Vitamin A deficiency (VAD) is usually caused by:
(i) Prolonged dietary deprivation, and is endemic in areas where foods lacking in carotene are staple. An example is southern and east Asia, where rice is the main dietary component.
(ii) Secondary VAD may be caused by inadequate conversion of carotene to vitamin A, or to interference with absorption, storage, or transport of vitamin A. This may occur with conditions such as celiac disease, cystic fibrosis, and pancreatic disease.
(iii) VAD is common in protein-energy malnutrition (PEM), which retards growth and development. Transport of vitamin A from the liver to the tissues relies upon production of retinol-binding protein (RBP). In protein deficiency there is insufficient RBP synthesized by the liver, which means that less retinol enters the bloodstream and less vitamin A.

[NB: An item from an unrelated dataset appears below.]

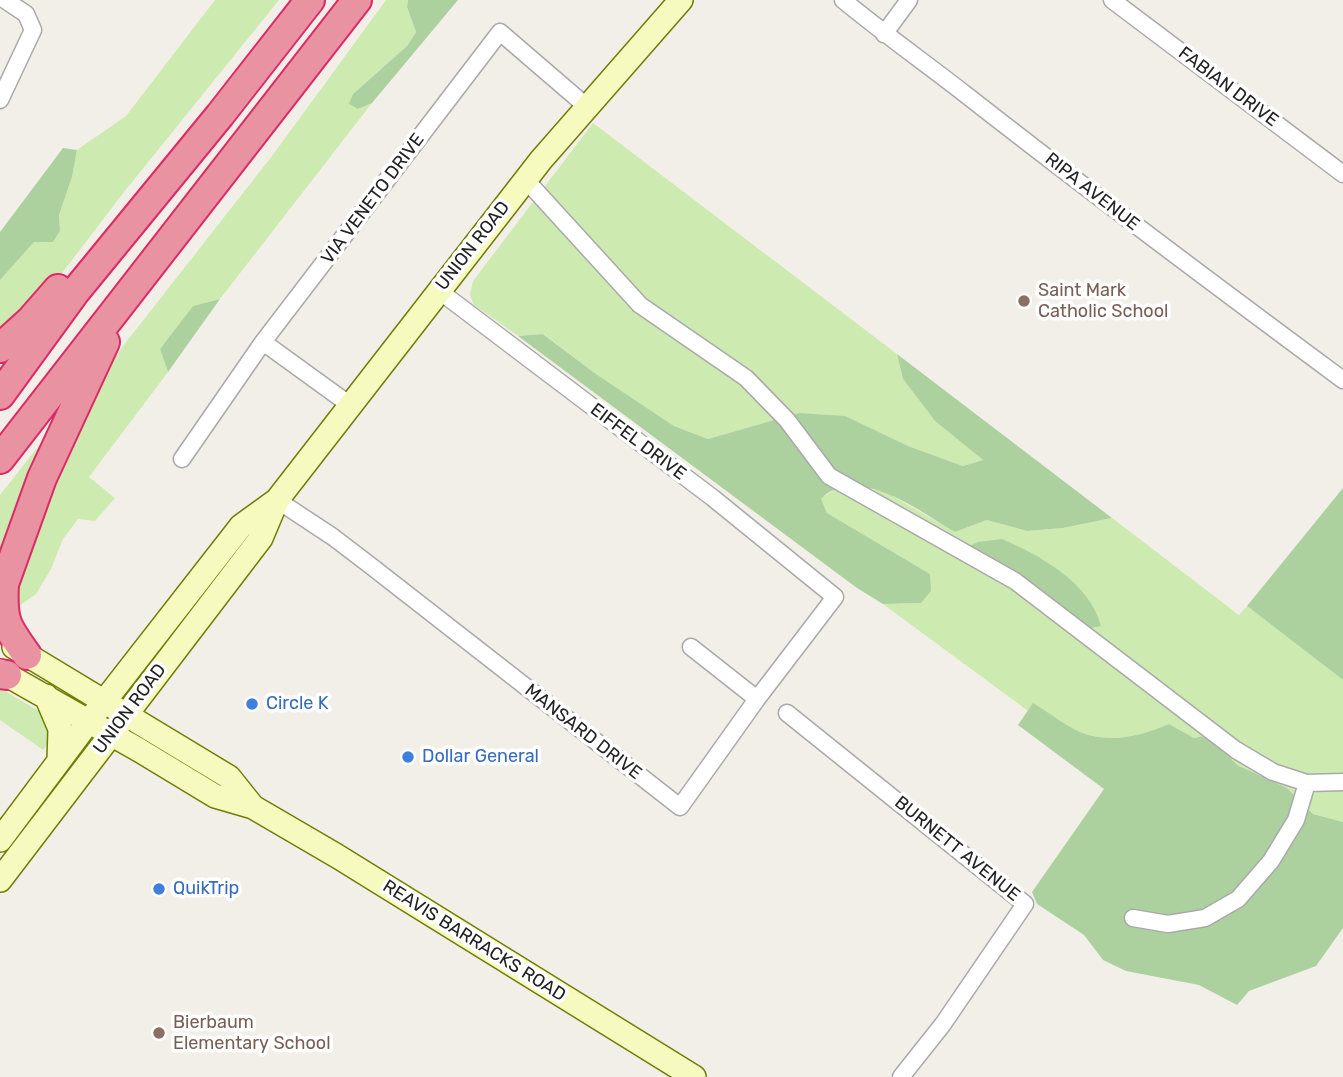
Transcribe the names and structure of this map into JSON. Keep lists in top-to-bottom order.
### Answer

Primary vitamin A deficiency (xerophthalmia)-VAD results in blindness in 350 000 children every year.
Night Blindness-the retinal form of vitamin A is an active component of the photosensitive pigment in rods and cones. In the rods, retinal is found associated with opsin in the form of the visual pigment, rhodopsin. When exposed to light, rhodopsin is broken down into retinal and opsin, a process known as bleaching. The reformation of rhodopsin requires a fresh supply of vitamin A. Vitamin A deficiency causes incomplete reformation of rhodopsin. This leads to poor dark adaptation, also known as night blindness.
Conjunctival xerosis-drying of the conjunctiva results from damage to the secretory function of mucus membranes and proliferation of basal cells.

Bitot’s spots- occur on the bulbar conjunctiva, most commonly temporally and usually confined to the interpalpebral fissure. They are classically triangular, although in practice many shapes are found. They consist of keratinized epithelial debris which most often have a punctate granular appearance.

Corneal xerosis-early stages of corneal involvement my present as haziness and dryness of the cornea, with small erosions or punctuate superficial infiltrations. Without intervention, the keratopathy progresses to epithelial defects, stromal oedema, and keratinisation in the interpalpebral fissure. Further progression results in ulceration of partial or full thickness, with potential for bacterial infection.

Keratomalacia consists of rapid liquefactive necrosis of the cornea. The cornea becomes a gelatinous mass. In severe cases loss of the anterior chamber and extrusion of the lens may occur.